The length prior assumes that the Ultimate Truth is a short program. The speed prior assumes that it's a fast program. Or, to put it another way, the length prior assumes that the universe was generated randomly, but favoring the short; the speed prior assumes it was generated randomly, but favoring the quick.

Now, we don't know the ultimate program for the universe. But we know a few things about it-- essentially, we know that it generally seems to follow some laws of physics that we've accumulated. So from that, we can start to look at which prior is better. What we've got to do is think of these laws as generated randomly, and try to figure out how they were generated-- we've got to try to come up with a pattern behind the physical laws.

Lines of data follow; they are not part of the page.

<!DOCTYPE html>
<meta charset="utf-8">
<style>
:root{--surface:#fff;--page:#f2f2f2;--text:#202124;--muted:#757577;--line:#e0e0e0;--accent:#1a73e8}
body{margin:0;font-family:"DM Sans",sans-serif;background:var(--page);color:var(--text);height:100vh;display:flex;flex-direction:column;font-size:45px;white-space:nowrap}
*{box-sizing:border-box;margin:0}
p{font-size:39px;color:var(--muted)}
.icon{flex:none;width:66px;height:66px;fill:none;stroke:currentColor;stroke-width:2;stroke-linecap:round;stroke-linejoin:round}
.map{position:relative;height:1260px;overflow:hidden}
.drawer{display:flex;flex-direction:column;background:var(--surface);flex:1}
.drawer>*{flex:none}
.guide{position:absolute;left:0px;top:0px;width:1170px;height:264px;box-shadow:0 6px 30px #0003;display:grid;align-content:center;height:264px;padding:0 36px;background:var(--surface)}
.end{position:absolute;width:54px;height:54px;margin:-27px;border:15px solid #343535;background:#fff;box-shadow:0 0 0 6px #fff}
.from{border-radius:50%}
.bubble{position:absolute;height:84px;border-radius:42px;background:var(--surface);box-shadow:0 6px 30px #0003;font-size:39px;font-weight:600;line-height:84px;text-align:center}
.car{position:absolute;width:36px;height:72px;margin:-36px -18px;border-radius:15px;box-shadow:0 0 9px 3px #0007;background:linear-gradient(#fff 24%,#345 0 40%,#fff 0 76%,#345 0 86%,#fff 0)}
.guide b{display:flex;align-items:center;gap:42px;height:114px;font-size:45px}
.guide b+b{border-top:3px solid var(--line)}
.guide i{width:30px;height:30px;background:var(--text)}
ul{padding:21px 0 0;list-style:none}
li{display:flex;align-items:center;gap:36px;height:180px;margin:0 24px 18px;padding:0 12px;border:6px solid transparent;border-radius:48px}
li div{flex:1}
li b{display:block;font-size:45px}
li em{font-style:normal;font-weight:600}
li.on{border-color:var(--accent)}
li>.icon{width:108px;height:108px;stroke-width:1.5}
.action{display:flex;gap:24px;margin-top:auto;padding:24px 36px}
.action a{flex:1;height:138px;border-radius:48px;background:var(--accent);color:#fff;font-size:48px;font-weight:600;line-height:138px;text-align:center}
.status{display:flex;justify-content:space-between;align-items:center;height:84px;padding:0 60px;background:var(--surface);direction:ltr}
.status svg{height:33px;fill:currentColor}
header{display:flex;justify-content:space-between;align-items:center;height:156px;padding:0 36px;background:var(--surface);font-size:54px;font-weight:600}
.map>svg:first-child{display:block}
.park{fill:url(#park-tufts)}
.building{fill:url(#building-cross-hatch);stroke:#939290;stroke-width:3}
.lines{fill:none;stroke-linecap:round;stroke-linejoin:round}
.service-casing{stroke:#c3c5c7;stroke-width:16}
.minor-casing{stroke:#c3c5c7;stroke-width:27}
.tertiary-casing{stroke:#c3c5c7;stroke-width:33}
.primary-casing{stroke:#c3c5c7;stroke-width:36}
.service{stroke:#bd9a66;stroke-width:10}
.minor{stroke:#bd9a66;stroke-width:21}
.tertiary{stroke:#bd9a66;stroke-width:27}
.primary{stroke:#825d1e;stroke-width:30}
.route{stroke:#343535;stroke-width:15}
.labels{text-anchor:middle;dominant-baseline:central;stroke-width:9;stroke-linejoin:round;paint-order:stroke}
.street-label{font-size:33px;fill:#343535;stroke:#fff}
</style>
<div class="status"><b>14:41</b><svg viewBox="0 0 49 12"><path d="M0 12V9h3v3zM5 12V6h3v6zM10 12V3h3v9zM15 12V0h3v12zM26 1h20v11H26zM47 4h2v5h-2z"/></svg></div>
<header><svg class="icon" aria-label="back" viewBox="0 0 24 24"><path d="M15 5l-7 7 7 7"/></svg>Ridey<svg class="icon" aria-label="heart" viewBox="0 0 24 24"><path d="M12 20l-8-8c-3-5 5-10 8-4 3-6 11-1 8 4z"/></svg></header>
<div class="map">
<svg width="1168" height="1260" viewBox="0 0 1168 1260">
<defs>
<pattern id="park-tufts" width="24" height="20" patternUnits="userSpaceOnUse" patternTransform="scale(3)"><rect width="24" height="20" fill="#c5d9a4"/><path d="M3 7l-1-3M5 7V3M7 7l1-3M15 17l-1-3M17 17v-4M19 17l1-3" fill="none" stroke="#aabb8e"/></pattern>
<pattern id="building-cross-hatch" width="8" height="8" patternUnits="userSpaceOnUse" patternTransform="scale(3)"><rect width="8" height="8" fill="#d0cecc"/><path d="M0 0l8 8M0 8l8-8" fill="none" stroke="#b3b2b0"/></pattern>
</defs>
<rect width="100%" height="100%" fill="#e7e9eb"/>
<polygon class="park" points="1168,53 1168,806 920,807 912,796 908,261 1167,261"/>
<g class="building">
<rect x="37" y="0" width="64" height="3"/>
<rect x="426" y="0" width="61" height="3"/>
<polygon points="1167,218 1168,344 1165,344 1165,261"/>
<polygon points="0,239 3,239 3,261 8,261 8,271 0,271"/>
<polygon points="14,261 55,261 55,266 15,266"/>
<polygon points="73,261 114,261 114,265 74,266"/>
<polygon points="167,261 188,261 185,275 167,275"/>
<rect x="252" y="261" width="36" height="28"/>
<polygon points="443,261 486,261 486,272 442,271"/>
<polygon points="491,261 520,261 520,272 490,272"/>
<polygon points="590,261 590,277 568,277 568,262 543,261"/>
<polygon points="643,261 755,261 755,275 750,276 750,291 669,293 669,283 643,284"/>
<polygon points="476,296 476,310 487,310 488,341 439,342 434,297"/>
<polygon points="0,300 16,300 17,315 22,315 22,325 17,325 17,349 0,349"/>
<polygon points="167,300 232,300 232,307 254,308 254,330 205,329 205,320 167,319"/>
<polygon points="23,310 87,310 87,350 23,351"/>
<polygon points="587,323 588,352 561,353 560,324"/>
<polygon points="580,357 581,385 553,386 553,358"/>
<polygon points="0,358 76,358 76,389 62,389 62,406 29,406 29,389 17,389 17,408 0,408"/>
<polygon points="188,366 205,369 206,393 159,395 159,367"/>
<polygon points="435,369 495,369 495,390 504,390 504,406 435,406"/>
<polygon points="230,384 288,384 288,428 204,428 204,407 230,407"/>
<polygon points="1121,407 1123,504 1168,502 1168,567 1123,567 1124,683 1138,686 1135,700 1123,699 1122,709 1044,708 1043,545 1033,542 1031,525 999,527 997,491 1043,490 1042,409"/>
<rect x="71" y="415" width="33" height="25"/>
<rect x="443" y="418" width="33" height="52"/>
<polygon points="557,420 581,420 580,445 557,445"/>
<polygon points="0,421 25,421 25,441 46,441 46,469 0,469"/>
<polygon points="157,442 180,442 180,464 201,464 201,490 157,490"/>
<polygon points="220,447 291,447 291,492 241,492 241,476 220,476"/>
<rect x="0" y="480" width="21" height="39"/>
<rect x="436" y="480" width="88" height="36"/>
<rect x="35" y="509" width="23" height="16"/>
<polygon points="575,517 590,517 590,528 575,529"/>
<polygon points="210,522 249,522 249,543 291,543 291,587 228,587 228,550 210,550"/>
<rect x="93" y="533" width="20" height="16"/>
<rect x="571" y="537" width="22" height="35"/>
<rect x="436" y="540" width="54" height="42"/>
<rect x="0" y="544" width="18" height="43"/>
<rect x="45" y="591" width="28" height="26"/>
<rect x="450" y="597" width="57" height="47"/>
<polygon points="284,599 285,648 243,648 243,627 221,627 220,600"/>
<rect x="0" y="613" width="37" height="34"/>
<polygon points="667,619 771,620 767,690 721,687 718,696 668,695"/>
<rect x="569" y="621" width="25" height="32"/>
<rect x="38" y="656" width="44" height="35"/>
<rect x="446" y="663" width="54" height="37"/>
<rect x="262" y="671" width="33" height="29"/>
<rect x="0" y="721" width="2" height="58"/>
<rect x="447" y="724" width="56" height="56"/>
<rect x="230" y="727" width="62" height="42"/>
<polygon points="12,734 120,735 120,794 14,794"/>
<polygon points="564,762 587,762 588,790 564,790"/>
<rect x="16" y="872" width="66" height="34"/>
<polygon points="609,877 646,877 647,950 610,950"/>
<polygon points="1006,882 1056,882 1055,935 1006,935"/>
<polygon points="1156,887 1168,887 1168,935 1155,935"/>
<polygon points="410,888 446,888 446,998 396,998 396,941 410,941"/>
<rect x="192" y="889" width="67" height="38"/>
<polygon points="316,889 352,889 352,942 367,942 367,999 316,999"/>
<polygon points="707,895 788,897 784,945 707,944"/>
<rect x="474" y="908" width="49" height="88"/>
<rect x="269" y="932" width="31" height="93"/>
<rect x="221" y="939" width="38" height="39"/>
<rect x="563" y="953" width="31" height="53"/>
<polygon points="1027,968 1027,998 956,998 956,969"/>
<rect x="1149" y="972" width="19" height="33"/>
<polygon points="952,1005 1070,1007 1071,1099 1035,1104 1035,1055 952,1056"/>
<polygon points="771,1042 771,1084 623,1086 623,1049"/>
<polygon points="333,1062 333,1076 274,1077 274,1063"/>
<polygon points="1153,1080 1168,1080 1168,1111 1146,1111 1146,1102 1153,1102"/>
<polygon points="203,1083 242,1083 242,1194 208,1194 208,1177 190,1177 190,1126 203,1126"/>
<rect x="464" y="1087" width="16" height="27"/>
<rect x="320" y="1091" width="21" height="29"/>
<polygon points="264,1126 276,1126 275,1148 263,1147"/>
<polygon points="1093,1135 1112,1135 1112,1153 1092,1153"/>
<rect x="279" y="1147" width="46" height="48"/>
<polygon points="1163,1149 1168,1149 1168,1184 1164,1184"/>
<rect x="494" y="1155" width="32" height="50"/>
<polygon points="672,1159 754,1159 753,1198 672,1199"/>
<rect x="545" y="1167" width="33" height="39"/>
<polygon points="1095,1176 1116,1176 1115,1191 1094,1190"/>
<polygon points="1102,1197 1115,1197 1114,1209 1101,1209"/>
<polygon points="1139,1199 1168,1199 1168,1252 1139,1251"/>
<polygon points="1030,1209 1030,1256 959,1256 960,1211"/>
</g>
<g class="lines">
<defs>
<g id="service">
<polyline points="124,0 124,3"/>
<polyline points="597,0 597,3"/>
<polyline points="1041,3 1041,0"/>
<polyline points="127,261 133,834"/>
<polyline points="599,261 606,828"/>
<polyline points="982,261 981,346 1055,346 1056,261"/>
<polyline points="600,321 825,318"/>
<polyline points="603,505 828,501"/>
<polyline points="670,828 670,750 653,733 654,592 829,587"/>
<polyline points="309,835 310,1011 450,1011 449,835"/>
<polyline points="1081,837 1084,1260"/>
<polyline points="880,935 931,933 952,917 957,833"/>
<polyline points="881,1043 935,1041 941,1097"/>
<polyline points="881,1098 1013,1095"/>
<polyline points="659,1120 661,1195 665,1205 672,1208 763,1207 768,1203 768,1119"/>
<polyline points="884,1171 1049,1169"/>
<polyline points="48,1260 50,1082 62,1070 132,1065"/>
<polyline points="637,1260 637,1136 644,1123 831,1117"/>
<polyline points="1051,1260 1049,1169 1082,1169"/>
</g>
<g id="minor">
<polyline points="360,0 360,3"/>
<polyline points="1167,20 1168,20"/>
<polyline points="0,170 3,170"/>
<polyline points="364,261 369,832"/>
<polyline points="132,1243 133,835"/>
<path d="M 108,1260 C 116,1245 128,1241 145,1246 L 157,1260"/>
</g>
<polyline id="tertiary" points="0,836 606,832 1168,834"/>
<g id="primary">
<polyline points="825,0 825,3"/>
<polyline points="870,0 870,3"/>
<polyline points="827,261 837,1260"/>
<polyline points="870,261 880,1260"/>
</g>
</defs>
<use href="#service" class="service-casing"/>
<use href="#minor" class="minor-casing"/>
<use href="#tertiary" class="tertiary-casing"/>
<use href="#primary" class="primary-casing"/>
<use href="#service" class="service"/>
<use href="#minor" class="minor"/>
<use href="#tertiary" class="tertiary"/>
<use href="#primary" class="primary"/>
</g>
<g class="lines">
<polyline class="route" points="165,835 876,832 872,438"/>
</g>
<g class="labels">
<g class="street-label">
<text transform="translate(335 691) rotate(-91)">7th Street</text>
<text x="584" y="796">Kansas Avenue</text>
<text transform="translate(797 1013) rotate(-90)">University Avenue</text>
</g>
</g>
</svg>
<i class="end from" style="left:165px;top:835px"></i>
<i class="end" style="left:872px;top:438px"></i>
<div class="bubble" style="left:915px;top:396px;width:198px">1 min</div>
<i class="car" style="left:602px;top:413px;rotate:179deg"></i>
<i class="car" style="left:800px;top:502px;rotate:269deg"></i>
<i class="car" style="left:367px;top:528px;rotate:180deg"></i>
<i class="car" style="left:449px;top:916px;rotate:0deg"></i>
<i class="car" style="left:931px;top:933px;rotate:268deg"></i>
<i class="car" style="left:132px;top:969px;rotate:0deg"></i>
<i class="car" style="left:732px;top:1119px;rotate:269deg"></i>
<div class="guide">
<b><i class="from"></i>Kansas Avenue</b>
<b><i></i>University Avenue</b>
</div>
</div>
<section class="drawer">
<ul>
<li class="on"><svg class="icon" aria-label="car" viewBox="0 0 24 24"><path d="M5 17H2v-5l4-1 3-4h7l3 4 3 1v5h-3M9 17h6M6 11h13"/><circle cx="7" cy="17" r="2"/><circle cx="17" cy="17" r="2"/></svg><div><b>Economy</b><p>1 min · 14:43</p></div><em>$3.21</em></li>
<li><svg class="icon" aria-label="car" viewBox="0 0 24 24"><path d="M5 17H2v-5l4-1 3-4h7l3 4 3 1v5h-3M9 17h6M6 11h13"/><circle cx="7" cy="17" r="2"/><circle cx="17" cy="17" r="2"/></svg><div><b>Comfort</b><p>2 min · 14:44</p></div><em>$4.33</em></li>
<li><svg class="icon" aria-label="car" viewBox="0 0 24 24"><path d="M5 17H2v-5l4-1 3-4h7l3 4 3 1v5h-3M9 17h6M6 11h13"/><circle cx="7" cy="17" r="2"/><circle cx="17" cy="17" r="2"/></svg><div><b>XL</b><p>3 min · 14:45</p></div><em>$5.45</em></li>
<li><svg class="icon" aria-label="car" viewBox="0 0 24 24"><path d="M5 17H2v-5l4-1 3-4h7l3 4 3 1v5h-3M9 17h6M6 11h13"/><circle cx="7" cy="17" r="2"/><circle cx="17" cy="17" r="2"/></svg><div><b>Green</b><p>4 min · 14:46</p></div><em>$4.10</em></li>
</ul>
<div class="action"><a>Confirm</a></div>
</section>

Now, to do this in an objective way, we've got to have a scientific way of distinguishing between good and bad patterns. We can't go around suggesting models for the physical laws at random; we've got to have some criteria... a model that tells us which patterns are right and wrong.... a model to help us make models...

But wait! This means that to judge between different models of how to make models, we've got to already have a model for making models!! We can't decide which one is better unless we decide which one is better!

And that ends my narrative. For now.